Colonie - In court papers filed Friday, a former high ranking officer of NXIVM depicts the cultlike group as a self-help and ethics school that is secretly a place for its leader to explore opportunities for sex and gambling money.
Susan Dones, a trainer who ran the Colonie-based company's former Tacoma, Wash., center, told a bankruptcy court last week that Keith A. Raniere, the creator of the teachings used in NXIVM's self-improvement courses, may have motives beyond the education of human potential.
Dones said NXIVM presents Raniere "as the most honest, ethical, Nobel (sic), man who had the answers to mankind's problems" yet his training sessions are "used as a venue to stalk their students ... who might fit into Raniere's profile of sexual conquest and who might be willing to 'give' Raniere money to feed his gambling problem."
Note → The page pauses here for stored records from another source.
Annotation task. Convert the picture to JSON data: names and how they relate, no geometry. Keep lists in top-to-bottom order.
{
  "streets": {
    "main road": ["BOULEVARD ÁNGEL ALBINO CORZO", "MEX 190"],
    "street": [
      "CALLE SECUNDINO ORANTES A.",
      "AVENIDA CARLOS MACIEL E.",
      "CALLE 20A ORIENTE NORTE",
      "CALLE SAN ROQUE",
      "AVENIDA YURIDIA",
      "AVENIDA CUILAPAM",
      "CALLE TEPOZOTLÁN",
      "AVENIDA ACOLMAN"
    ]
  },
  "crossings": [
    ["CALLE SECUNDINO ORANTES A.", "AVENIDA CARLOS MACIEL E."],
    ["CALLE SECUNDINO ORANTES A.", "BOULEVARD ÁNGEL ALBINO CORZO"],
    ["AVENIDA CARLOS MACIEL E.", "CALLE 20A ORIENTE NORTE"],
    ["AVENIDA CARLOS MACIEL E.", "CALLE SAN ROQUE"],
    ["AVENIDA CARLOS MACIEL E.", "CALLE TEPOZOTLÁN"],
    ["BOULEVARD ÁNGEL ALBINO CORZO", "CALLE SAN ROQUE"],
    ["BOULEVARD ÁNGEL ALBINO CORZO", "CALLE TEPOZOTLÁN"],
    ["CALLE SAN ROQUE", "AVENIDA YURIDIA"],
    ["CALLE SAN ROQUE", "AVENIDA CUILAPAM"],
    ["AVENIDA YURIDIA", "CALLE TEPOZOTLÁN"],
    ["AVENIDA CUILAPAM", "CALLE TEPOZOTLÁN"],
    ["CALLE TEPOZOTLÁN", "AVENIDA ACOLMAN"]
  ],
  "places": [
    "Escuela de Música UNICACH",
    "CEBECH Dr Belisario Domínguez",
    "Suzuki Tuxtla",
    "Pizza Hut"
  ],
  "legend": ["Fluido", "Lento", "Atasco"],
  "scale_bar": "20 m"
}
The NXIVM business, also known as Executive Success Programs, treats Raniere, 50, of Clifton Park as its intellectual guru. It has attracted an estimated 12,000 students to long-term studies and short-term intensive programs aimed at "a new ethical understanding that allows us to build an internal civilization and have it manifest in the external world," as Dones said in court records.
Dones' accusations echo assertions raised in a California lawsuit involving a soured real estate investment of Clare and Sara Bronfman, who are major financial backers, students and leaders of NXIVM. In that case, records say Raniere is the absolute leader of a cult with complete control over the Bronfmans. The records call him a man with many girlfriends and a gambling compulsion.
That case disclosed he directed $65 million in the Bronfmans' funds into losing commodities trades and encouraged them to make a roughly $26 million investment in housing construction in Los Angeles that didn't pan out.
Raniere also uses funds mined from NXIVM members to pay his legal bills in litigation that harasses whistle-blowers, Dones claims in the new filings Thursday in Washington. She said the NXIVM's litigation against her in her bankruptcy case is likely costing the company $1 million monthly even though she has few assets.
She said Raniere's personal behavior, which was inconsistent with his teaching, is a reason why she and eight other women left NXIVM in April 2009.
Raniere, who uses the name "Vanguard," and NXIVM President Nancy Salzman, Dones claimed, acted maliciously toward members who were "sold on Raniere being someone he is not and that NXIVM 'mission' is something it is not."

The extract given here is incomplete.